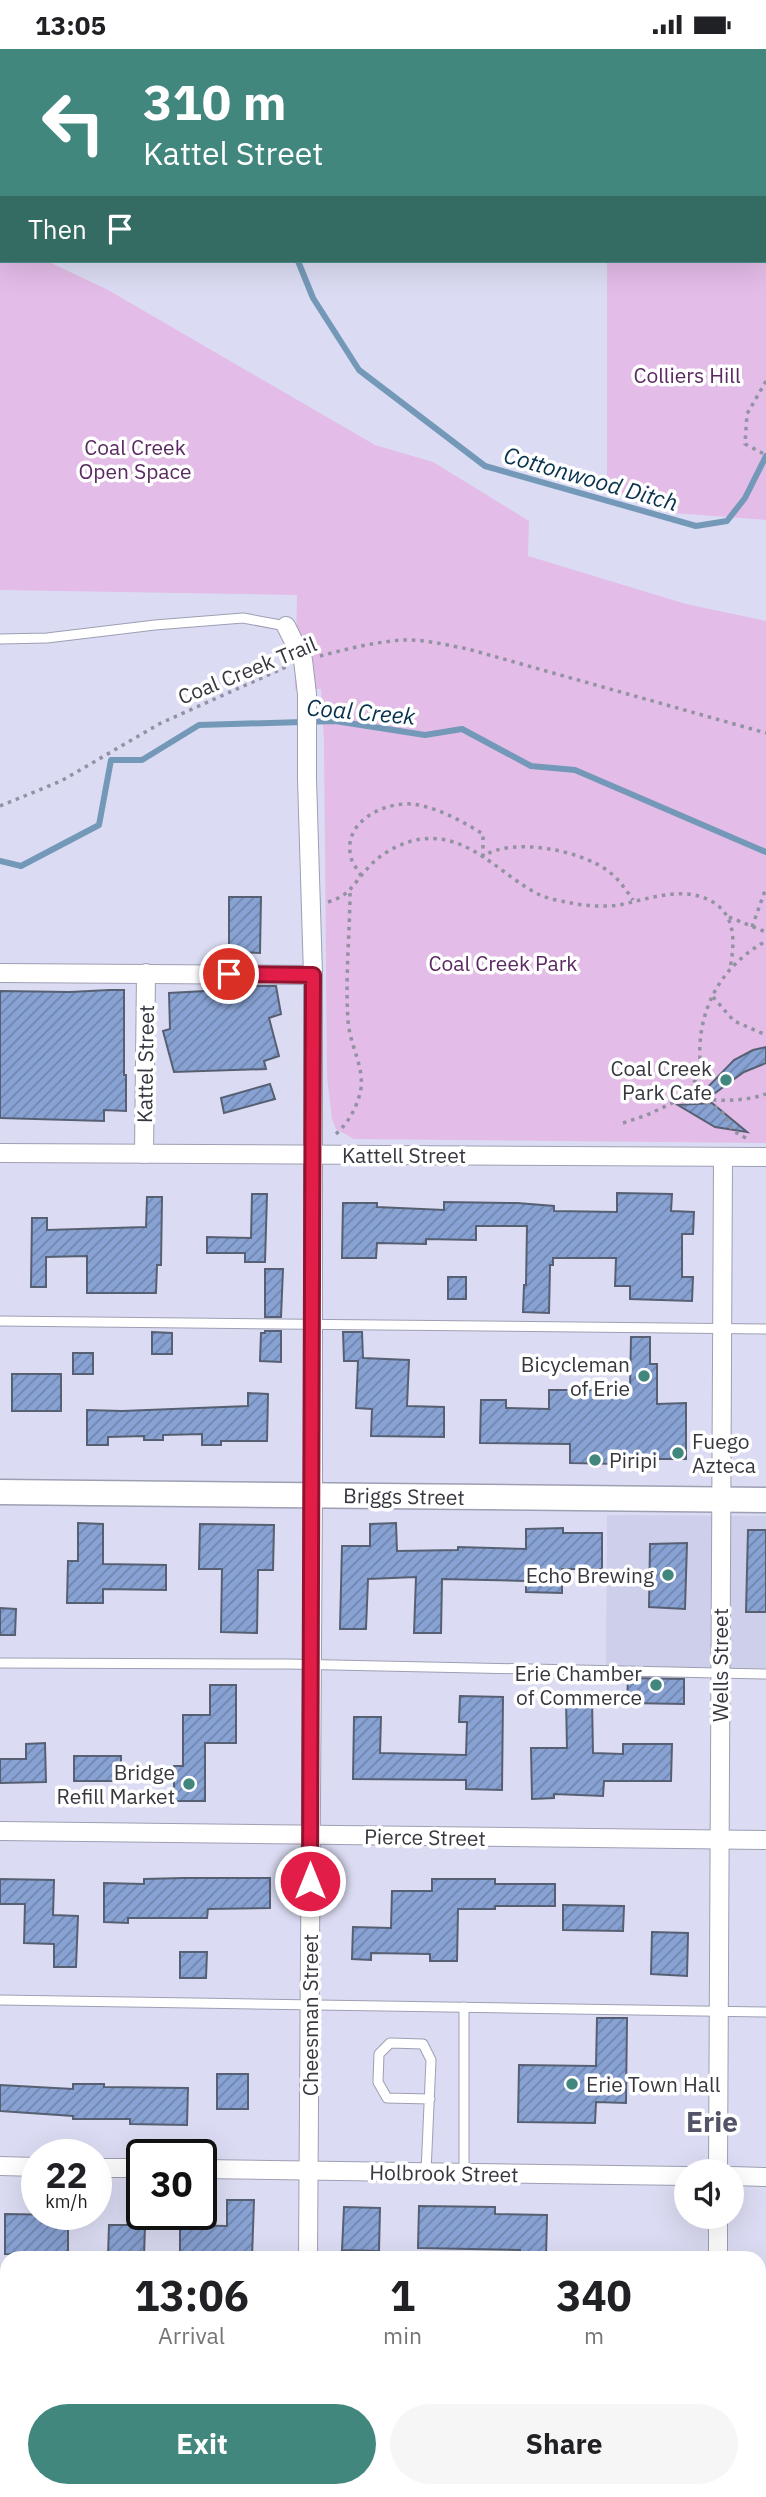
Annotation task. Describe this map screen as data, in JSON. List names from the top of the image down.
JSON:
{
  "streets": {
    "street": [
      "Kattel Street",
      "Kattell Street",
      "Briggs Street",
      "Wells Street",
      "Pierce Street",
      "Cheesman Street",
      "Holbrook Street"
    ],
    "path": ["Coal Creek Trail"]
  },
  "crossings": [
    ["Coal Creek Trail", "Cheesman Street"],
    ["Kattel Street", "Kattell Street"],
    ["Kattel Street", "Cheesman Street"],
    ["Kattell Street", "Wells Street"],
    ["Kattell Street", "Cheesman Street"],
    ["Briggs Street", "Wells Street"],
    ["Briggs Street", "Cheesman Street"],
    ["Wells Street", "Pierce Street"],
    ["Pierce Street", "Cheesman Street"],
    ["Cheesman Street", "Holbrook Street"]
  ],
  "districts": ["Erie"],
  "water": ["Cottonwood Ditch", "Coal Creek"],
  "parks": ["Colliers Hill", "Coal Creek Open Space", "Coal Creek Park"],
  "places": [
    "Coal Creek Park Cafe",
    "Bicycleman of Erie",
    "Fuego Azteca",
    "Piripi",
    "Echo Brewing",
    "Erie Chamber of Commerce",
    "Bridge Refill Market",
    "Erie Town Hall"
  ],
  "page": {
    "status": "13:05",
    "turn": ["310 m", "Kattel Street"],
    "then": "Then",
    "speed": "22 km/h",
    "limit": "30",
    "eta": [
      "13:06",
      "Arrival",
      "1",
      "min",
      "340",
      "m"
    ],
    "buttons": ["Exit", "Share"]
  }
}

§ **About this task**:
Output the entries verbatim but drop the images.

§ **Exercise solution**:
Annotation task. Describe this map screen as data, in JSON. List names from the top of the image down.
JSON:
{
  "streets": {
    "street": [
      "Kattel Street",
      "Kattell Street",
      "Briggs Street",
      "Wells Street",
      "Pierce Street",
      "Cheesman Street",
      "Holbrook Street"
    ],
    "path": ["Coal Creek Trail"]
  },
  "crossings": [
    ["Coal Creek Trail", "Cheesman Street"],
    ["Kattel Street", "Kattell Street"],
    ["Kattel Street", "Cheesman Street"],
    ["Kattell Street", "Wells Street"],
    ["Kattell Street", "Cheesman Street"],
    ["Briggs Street", "Wells Street"],
    ["Briggs Street", "Cheesman Street"],
    ["Wells Street", "Pierce Street"],
    ["Pierce Street", "Cheesman Street"],
    ["Cheesman Street", "Holbrook Street"]
  ],
  "districts": ["Erie"],
  "water": ["Cottonwood Ditch", "Coal Creek"],
  "parks": ["Colliers Hill", "Coal Creek Open Space", "Coal Creek Park"],
  "places": [
    "Coal Creek Park Cafe",
    "Bicycleman of Erie",
    "Fuego Azteca",
    "Piripi",
    "Echo Brewing",
    "Erie Chamber of Commerce",
    "Bridge Refill Market",
    "Erie Town Hall"
  ],
  "page": {
    "status": "13:05",
    "turn": ["310 m", "Kattel Street"],
    "then": "Then",
    "speed": "22 km/h",
    "limit": "30",
    "eta": [
      "13:06",
      "Arrival",
      "1",
      "min",
      "340",
      "m"
    ],
    "buttons": ["Exit", "Share"]
  }
}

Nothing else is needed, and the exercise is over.